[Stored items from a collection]
....
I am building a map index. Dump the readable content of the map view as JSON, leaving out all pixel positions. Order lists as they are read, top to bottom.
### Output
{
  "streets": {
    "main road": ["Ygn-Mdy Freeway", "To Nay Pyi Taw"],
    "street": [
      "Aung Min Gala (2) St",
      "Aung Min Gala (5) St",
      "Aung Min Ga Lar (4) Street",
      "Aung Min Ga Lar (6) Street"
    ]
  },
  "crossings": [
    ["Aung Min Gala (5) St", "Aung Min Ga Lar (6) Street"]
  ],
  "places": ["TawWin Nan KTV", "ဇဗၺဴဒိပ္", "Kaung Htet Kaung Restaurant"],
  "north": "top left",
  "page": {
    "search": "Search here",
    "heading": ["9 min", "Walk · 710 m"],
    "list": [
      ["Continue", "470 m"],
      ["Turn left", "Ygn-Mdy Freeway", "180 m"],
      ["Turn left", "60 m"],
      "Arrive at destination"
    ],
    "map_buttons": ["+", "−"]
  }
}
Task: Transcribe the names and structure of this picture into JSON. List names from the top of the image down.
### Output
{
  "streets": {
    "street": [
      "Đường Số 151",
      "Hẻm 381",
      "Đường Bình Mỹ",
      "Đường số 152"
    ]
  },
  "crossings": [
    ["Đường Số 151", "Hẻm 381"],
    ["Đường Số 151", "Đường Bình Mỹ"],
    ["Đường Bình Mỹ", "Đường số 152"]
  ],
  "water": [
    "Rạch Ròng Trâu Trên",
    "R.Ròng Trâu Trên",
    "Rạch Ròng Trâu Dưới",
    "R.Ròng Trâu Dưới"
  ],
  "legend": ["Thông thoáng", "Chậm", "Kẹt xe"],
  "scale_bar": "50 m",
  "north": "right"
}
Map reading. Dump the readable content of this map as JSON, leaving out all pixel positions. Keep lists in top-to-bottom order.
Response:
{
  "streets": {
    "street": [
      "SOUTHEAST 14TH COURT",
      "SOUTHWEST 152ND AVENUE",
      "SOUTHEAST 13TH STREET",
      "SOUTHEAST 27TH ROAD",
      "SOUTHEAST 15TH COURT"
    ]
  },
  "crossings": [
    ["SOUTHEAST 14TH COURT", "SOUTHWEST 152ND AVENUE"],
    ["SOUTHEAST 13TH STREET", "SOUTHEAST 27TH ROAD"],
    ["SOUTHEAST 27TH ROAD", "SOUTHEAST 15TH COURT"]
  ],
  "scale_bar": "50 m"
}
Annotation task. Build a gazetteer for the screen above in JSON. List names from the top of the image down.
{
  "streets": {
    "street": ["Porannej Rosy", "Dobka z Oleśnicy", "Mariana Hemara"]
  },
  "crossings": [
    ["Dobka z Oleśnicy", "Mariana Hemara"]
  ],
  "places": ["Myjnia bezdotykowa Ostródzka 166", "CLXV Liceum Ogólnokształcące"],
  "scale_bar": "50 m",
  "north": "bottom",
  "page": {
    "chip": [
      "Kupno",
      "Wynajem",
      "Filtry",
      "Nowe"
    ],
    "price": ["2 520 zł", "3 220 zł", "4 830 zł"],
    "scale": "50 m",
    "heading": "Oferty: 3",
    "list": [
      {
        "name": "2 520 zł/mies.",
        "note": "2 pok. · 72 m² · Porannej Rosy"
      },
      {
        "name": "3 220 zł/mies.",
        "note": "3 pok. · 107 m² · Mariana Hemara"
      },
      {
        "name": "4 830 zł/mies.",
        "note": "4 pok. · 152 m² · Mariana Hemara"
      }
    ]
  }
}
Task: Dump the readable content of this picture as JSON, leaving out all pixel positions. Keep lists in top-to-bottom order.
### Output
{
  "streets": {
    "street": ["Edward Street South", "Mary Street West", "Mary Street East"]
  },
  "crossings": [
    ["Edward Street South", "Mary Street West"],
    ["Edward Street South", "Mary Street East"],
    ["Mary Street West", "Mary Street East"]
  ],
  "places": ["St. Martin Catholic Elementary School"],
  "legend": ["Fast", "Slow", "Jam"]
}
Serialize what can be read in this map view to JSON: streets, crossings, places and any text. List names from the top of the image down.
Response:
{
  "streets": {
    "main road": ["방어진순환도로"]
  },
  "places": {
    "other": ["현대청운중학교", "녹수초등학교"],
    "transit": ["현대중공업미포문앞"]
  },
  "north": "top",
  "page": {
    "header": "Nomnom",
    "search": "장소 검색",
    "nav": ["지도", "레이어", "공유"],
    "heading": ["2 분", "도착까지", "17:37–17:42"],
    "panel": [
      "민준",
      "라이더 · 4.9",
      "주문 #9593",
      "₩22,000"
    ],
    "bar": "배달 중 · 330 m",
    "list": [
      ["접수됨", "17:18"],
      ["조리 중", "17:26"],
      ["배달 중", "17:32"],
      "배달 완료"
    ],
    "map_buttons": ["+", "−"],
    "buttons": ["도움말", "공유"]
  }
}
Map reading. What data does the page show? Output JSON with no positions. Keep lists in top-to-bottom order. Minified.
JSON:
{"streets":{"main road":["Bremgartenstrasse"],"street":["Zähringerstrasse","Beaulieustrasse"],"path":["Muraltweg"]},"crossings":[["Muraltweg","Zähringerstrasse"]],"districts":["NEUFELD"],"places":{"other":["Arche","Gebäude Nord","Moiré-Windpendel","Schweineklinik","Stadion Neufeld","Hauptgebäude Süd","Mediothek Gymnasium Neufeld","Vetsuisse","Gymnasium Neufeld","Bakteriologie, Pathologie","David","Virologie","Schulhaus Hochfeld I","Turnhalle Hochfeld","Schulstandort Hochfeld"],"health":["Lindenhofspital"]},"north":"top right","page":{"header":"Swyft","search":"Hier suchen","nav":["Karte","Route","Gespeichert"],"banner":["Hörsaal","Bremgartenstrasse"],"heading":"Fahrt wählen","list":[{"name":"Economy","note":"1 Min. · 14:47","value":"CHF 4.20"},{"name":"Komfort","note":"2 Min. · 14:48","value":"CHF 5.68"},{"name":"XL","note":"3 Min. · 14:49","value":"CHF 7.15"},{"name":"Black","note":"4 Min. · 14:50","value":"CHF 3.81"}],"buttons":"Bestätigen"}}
....
▶ [Work instructions]
Every word in the records must appear in your copy exactly as it does above.

▶ [Answer to this problem]
I am building a map index. Dump the readable content of the map view as JSON, leaving out all pixel positions. Order lists as they are read, top to bottom.
### Output
{
  "streets": {
    "main road": ["Ygn-Mdy Freeway", "To Nay Pyi Taw"],
    "street": [
      "Aung Min Gala (2) St",
      "Aung Min Gala (5) St",
      "Aung Min Ga Lar (4) Street",
      "Aung Min Ga Lar (6) Street"
    ]
  },
  "crossings": [
    ["Aung Min Gala (5) St", "Aung Min Ga Lar (6) Street"]
  ],
  "places": ["TawWin Nan KTV", "ဇဗၺဴဒိပ္", "Kaung Htet Kaung Restaurant"],
  "north": "top left",
  "page": {
    "search": "Search here",
    "heading": ["9 min", "Walk · 710 m"],
    "list": [
      ["Continue", "470 m"],
      ["Turn left", "Ygn-Mdy Freeway", "180 m"],
      ["Turn left", "60 m"],
      "Arrive at destination"
    ],
    "map_buttons": ["+", "−"]
  }
}
Task: Transcribe the names and structure of this picture into JSON. List names from the top of the image down.
### Output
{
  "streets": {
    "street": [
      "Đường Số 151",
      "Hẻm 381",
      "Đường Bình Mỹ",
      "Đường số 152"
    ]
  },
  "crossings": [
    ["Đường Số 151", "Hẻm 381"],
    ["Đường Số 151", "Đường Bình Mỹ"],
    ["Đường Bình Mỹ", "Đường số 152"]
  ],
  "water": [
    "Rạch Ròng Trâu Trên",
    "R.Ròng Trâu Trên",
    "Rạch Ròng Trâu Dưới",
    "R.Ròng Trâu Dưới"
  ],
  "legend": ["Thông thoáng", "Chậm", "Kẹt xe"],
  "scale_bar": "50 m",
  "north": "right"
}
Map reading. Dump the readable content of this map as JSON, leaving out all pixel positions. Keep lists in top-to-bottom order.
Response:
{
  "streets": {
    "street": [
      "SOUTHEAST 14TH COURT",
      "SOUTHWEST 152ND AVENUE",
      "SOUTHEAST 13TH STREET",
      "SOUTHEAST 27TH ROAD",
      "SOUTHEAST 15TH COURT"
    ]
  },
  "crossings": [
    ["SOUTHEAST 14TH COURT", "SOUTHWEST 152ND AVENUE"],
    ["SOUTHEAST 13TH STREET", "SOUTHEAST 27TH ROAD"],
    ["SOUTHEAST 27TH ROAD", "SOUTHEAST 15TH COURT"]
  ],
  "scale_bar": "50 m"
}
Annotation task. Build a gazetteer for the screen above in JSON. List names from the top of the image down.
{
  "streets": {
    "street": ["Porannej Rosy", "Dobka z Oleśnicy", "Mariana Hemara"]
  },
  "crossings": [
    ["Dobka z Oleśnicy", "Mariana Hemara"]
  ],
  "places": ["Myjnia bezdotykowa Ostródzka 166", "CLXV Liceum Ogólnokształcące"],
  "scale_bar": "50 m",
  "north": "bottom",
  "page": {
    "chip": [
      "Kupno",
      "Wynajem",
      "Filtry",
      "Nowe"
    ],
    "price": ["2 520 zł", "3 220 zł", "4 830 zł"],
    "scale": "50 m",
    "heading": "Oferty: 3",
    "list": [
      {
        "name": "2 520 zł/mies.",
        "note": "2 pok. · 72 m² · Porannej Rosy"
      },
      {
        "name": "3 220 zł/mies.",
        "note": "3 pok. · 107 m² · Mariana Hemara"
      },
      {
        "name": "4 830 zł/mies.",
        "note": "4 pok. · 152 m² · Mariana Hemara"
      }
    ]
  }
}
Task: Dump the readable content of this picture as JSON, leaving out all pixel positions. Keep lists in top-to-bottom order.
### Output
{
  "streets": {
    "street": ["Edward Street South", "Mary Street West", "Mary Street East"]
  },
  "crossings": [
    ["Edward Street South", "Mary Street West"],
    ["Edward Street South", "Mary Street East"],
    ["Mary Street West", "Mary Street East"]
  ],
  "places": ["St. Martin Catholic Elementary School"],
  "legend": ["Fast", "Slow", "Jam"]
}
Serialize what can be read in this map view to JSON: streets, crossings, places and any text. List names from the top of the image down.
Response:
{
  "streets": {
    "main road": ["방어진순환도로"]
  },
  "places": {
    "other": ["현대청운중학교", "녹수초등학교"],
    "transit": ["현대중공업미포문앞"]
  },
  "north": "top",
  "page": {
    "header": "Nomnom",
    "search": "장소 검색",
    "nav": ["지도", "레이어", "공유"],
    "heading": ["2 분", "도착까지", "17:37–17:42"],
    "panel": [
      "민준",
      "라이더 · 4.9",
      "주문 #9593",
      "₩22,000"
    ],
    "bar": "배달 중 · 330 m",
    "list": [
      ["접수됨", "17:18"],
      ["조리 중", "17:26"],
      ["배달 중", "17:32"],
      "배달 완료"
    ],
    "map_buttons": ["+", "−"],
    "buttons": ["도움말", "공유"]
  }
}
Map reading. What data does the page show? Output JSON with no positions. Keep lists in top-to-bottom order. Minified.
JSON:
{"streets":{"main road":["Bremgartenstrasse"],"street":["Zähringerstrasse","Beaulieustrasse"],"path":["Muraltweg"]},"crossings":[["Muraltweg","Zähringerstrasse"]],"districts":["NEUFELD"],"places":{"other":["Arche","Gebäude Nord","Moiré-Windpendel","Schweineklinik","Stadion Neufeld","Hauptgebäude Süd","Mediothek Gymnasium Neufeld","Vetsuisse","Gymnasium Neufeld","Bakteriologie, Pathologie","David","Virologie","Schulhaus Hochfeld I","Turnhalle Hochfeld","Schulstandort Hochfeld"],"health":["Lindenhofspital"]},"north":"top right","page":{"header":"Swyft","search":"Hier suchen","nav":["Karte","Route","Gespeichert"],"banner":["Hörsaal","Bremgartenstrasse"],"heading":"Fahrt wählen","list":[{"name":"Economy","note":"1 Min. · 14:47","value":"CHF 4.20"},{"name":"Komfort","note":"2 Min. · 14:48","value":"CHF 5.68"},{"name":"XL","note":"3 Min. · 14:49","value":"CHF 7.15"},{"name":"Black","note":"4 Min. · 14:50","value":"CHF 3.81"}],"buttons":"Bestätigen"}}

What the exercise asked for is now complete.